This work addresses the tension in cross-institutional federated learning, where participants collaboratively train models yet compete in downstream markets—particularly under non-IID data distributions, where contributing data may inadvertently strengthen rivals and dampen participation incentives. To resolve this, the authors propose CoCoGen+, a novel framework that jointly models inter-organizational competition, non-IID data, and generative AI–based synthetic data generation, endogenizing data generation strategies within the learning process. By formulating a weighted potential game, each participant balances model performance gains, computational costs, and competitive utility losses at every training round. A tailored payoff redistribution mechanism further incentivizes sustained collaboration by accounting for both contribution-based compensation and competitive harm. Experiments demonstrate that CoCoGen+ consistently outperforms baseline methods across diverse tasks and data distributions, significantly enhancing participant engagement and overall social welfare.

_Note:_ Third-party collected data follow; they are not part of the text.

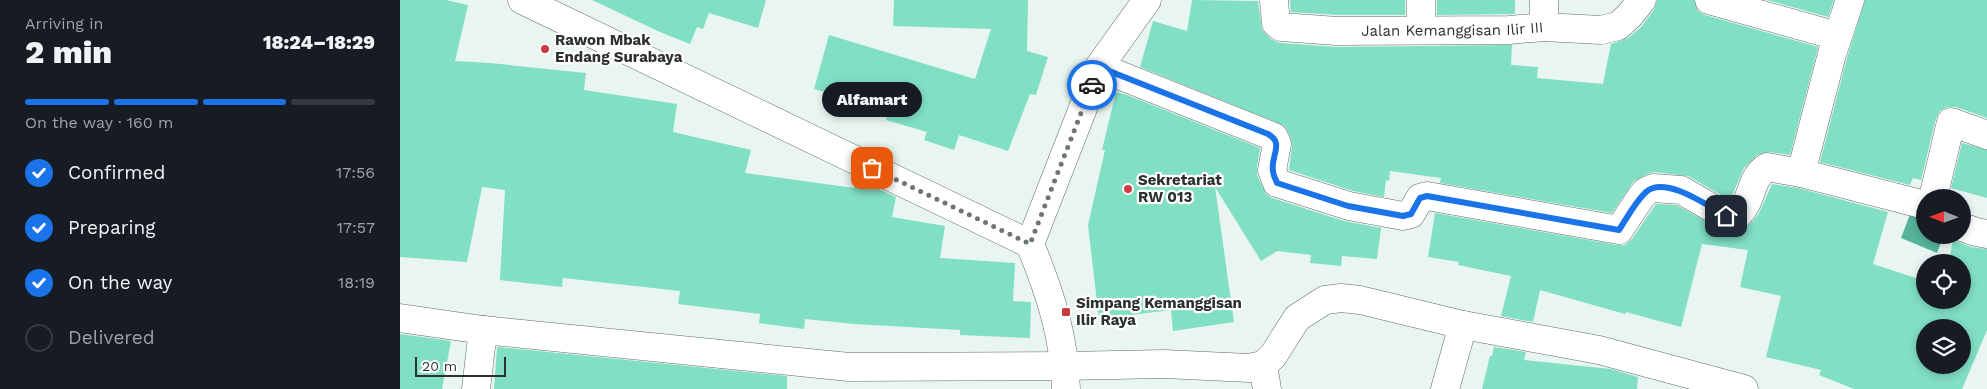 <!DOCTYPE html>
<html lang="en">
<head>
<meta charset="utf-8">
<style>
	:root { --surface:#171b24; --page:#242831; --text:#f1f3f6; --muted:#9ea1a6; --line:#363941; --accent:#1a73e8 }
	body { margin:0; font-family:"Work Sans",sans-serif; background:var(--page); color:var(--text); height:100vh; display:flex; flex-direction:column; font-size:19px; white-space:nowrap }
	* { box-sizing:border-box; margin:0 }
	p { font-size:16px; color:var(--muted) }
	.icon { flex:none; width:28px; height:28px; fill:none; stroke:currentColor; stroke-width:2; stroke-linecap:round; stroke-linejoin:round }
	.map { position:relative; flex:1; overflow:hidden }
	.side { display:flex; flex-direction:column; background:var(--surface); width:400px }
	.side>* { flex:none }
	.needle { width:32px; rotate:271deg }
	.buttons { position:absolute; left:1516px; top:189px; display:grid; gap:10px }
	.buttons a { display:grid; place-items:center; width:55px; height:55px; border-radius:50%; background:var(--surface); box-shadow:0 2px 8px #0003; font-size:25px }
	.scale { position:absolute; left:15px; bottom:12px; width:91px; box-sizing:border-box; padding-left:5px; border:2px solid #2c3130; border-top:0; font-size:14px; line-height:18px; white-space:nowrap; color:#2c3130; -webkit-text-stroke:4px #fff; paint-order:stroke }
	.pin { position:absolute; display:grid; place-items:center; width:42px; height:42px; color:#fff; margin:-21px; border-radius:10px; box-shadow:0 2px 8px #0006 }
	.courier { position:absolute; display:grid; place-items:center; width:50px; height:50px; margin:-25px; border:4px solid #1a73e8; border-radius:50%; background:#fff; color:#222; box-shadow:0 1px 6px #0007 }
	.bubble { position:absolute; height:35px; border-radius:18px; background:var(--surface); box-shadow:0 2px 8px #0003; font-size:16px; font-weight:800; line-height:35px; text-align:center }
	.summary em { font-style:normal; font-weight:800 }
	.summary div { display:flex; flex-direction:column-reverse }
	.summary { display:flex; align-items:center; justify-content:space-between; height:85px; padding:0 25px }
	h1 { font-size:32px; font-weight:800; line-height:38px }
	.bar { display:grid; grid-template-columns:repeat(4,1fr); gap:8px 5px; align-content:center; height:60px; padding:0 25px }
	.bar i { height:6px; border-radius:4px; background:var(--line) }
	.bar .current { background:var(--accent) }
	.bar p { grid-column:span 4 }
	ol { padding:0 25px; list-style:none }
	li { display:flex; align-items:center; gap:15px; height:55px }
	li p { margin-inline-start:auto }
	li .icon { padding:5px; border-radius:50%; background:var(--accent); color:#fff; stroke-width:4 }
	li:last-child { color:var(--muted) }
	li i { width:28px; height:28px; border:2px solid var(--line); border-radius:50% }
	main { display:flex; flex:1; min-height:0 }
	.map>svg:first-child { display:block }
</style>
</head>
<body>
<main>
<section class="side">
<div class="summary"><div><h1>2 min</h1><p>Arriving in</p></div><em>18:24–18:29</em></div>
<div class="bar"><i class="current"></i><i class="current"></i><i class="current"></i><i></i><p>On the way · 160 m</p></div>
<ol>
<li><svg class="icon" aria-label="check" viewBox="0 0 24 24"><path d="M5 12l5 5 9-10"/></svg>Confirmed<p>17:56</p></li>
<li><svg class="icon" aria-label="check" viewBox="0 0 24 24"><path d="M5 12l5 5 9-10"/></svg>Preparing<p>17:57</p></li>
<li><svg class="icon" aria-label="check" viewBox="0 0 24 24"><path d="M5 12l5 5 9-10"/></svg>On the way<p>18:19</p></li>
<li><i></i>Delivered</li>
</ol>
</section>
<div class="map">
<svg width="1587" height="389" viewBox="0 0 1587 389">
	<rect width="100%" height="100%" fill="#e9f5f1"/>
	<path fill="#56b49b" d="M1512,209l13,5v21h19l-7,18 -36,-15z"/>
	<g fill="#81dfc4" fill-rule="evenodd">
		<path d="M0,0h46l22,5 -13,56 35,2 96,10 -2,17 93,14 -4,28 78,18 -6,23 109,15 1,-7 13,3 28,13 -4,20 53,9 -5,32 75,5 -2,38 18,1 -1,36 -70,-3v-5l-106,-6 -49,-5 -1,10 -45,-6 1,-9 -82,-10 2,-13 -117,-13 -1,9 -62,-7 5,-90 -23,-3 -15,75 -67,-5z"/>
		<path d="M192,0h174l-8,28 -49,-15 -6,16 -6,-2 -7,17 -30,-12z"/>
		<path d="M494,0h134l-1,51 21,6 -12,38 -6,-1 -22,57 -49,-16 -5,15 -30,-10 3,-8 -41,-12 2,-10 -74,-21 15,-54 146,44 16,-50 -98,-3z"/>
		<path d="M792,0l66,1 4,29 9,9 9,4 57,4 175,-2 -1,20 27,2 -1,11 66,6 8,-40 17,-6 12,-10 14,-18 3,-10h37l4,11 7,4 113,32 -28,108 -21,-3 -12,3 -13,13 -14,32 -42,-24 -34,-4 -7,2 -13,7 -22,32 -172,-30 1,-5 -51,-7 -1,10 -3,-1 -2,17 -31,-6 -64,-21 3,-24 -1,-8 -6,-12 -145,-59 13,-46 34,10z"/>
		<path d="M890,0h115v15h-67l-47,-3z"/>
		<path d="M1037,0h78v14l-78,1z"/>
		<path d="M1367,0h67l-6,17z"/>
		<path d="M1465,0h122v118l-31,-11h-9l-7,4 -4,7 -15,62 -8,-2 -3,7 -90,-23 27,-104z"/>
		<path d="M716,92l11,3 133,53 -3,19v8l9,19 6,4 72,23 37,7 -4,31 -35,-3 -1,10 -31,-3 1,-8 -34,-4 -16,10 -46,-74 19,135 -61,9 -2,-21 -72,9 -11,-94 17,-75h-3z"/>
		<path d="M1562,143l25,7v48l-36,-10z"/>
		<path d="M1372,184l26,4 90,24 -15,52 52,17v19h37v-38h-13l4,-22 18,7 16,2v81l-25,59h-108l-35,-14 2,-5 -55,-13 15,-61 -41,-9 8,-37 -46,-6 -21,83 -55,-15 -1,2 -85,-24 -7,32 -32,-6 10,-40 -53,-11 1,-3 -31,-5 7,-44 182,32h8l7,-6 24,-35 20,1 48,26 16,1 12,-10 7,-9zM1525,328h37v37h-37z"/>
		<path d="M0,334l51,7 -9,48h-42z"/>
		<path d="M97,347l290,29v13h-293z"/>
		<path d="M1094,347l32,5 -2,8 87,9 27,8 -1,12h-155l8,-33h2z"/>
	</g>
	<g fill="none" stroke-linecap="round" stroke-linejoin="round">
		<g stroke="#606b67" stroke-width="29">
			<g id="street">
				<path id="s1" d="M874,0l2,23 5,4 56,4 172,-1 35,-3 57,3 17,-4 11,-10 13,-16"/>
				<path d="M1021,0v29"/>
				<path d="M1309,0l128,36"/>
				<path d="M1144,27v-27"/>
				<path d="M699,67l175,70 3,7 -5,26 5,13 72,23 54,10 8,-2 9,-16 7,-2 192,34 22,-33 5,-6 7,-3 28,2 45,26 9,1c20,-16 13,-38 32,-50l34,6 124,32"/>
				<path d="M1401,173l31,-119 18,-54"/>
				<path d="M1533,198l18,-76 36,13"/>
				<path d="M1562,227l14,5 11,2"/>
				<path d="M0,318l83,12 366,37 216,-1 99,-2 85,4 14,-3 10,-9 24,-38 28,-18 16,-2 19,2 103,25 136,25 145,39"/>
				<path d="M863,365l4,24"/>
				<path d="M76,389l7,-59"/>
				<path d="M1045,389l18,-64"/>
			</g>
		</g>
		<g stroke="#606b67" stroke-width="29">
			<path id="secondary" d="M630,244l69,-177 48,-67"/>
		</g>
		<g stroke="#606b67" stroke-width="29">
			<path id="primary" d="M122,0l508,244c20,49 34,91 36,145"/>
		</g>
		<use href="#street" stroke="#fff" stroke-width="28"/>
		<use href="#secondary" stroke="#fff" stroke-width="28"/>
		<use href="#primary" stroke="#fff" stroke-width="28"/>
	</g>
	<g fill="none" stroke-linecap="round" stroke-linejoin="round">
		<path stroke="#6e7674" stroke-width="5" stroke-dasharray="0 9" d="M472,168l158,76 62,-159"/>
		<path stroke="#1a73e8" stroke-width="6" d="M692,85l7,-18 169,67c17,9 2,23 5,37 0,4 3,9 4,12l71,23 55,10 8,-2 9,-16 7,-2 192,34c8,-12 16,-28 27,-38 19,-17 62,14 80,24"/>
	</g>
	<g fill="#cb3c40" stroke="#fff" stroke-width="2">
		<circle cx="145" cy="49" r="5"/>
		<circle cx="728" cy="189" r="5"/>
		<rect x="661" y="307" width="10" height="10" rx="2.5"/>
	</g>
	<g text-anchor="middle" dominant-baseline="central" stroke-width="4.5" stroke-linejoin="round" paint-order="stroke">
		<g font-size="15" fill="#2c3130" stroke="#fff">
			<text stroke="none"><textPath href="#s1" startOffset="201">Jalan Kemanggisan Ilir III</textPath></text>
		</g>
		<g font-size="15" font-weight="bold" fill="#2c3130" stroke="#fff" text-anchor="start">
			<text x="155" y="40">Rawon Mbak<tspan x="155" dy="17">Endang Surabaya</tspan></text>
			<text x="738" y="180">Sekretariat<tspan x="738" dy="17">RW 013</tspan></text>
			<text x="676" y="303">Simpang Kemanggisan<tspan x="676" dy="17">Ilir Raya</tspan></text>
		</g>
	</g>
</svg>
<div class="buttons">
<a><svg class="needle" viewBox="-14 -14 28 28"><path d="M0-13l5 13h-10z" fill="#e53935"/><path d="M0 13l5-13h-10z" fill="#9ea1a6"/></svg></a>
<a><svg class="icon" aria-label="locate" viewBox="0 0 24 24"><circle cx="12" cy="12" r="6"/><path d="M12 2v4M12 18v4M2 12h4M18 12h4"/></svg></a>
<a><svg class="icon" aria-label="layers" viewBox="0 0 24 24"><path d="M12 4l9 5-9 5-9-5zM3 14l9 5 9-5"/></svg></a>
</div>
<div class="scale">20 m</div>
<div class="pin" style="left:472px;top:168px;background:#ea580c"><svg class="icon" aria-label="bag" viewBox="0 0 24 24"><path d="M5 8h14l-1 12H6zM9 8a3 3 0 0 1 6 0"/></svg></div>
<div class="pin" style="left:1326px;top:216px;background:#1f2937"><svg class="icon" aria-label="home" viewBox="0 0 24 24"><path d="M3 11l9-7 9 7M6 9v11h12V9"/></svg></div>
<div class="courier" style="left:692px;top:85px"><svg class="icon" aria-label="car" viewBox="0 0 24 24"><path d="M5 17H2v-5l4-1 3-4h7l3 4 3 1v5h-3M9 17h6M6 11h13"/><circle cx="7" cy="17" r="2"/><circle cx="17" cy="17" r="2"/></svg></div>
<div class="bubble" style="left:422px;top:82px;width:100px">Alfamart</div>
</div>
</main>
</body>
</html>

In data-sensitive domains such as healthcare, cross-silo federated learning (CFL) allows organizations to collaboratively train AI models without sharing raw data. However, practical CFL deployments are inherently coopetitive, in which organizations cooperate during model training while competing in downstream markets. In such settings, training contributions, including data volume, quality, and diversity, can improve the global model yet inadvertently strengthen rivals. This dilemma is amplified by non-IID data, which leads to asymmetric learning gains and undermines sustained participation. While existing competition-aware CFL and incentive-design approaches reward organizations based on marginal training contributions, they fail to account for the costs of strengthening competitors. In this paper, we introduce CoCoGen+, a coopetition-compatible data generation and incentivization framework that jointly models non-IID data and inter-organizational competition while endogenizing GenAI-based synthetic data generation as a strategic decision. Specifically, CoCoGen+ formulates each training round as a weighted potential game, where organizations strategically decide how much synthetic data to generate by balancing learning performance gains against computational costs and competition-caused utility losses. We then provide a tractable equilibrium characterization and derive implementable generation strategies to maximize social welfare. To promote long-term collaboration, we integrate a payoff redistribution-based incentive mechanism to compensate organizations for their contributions and competition-caused utility degradation. Experiments on varying learning tasks validate the feasibility of CoCoGen+. The results show how non-IID data, competition intensity, and incentives shape organizational strategies and social welfare, while CoCoGen+ outperforms baselines in efficiency.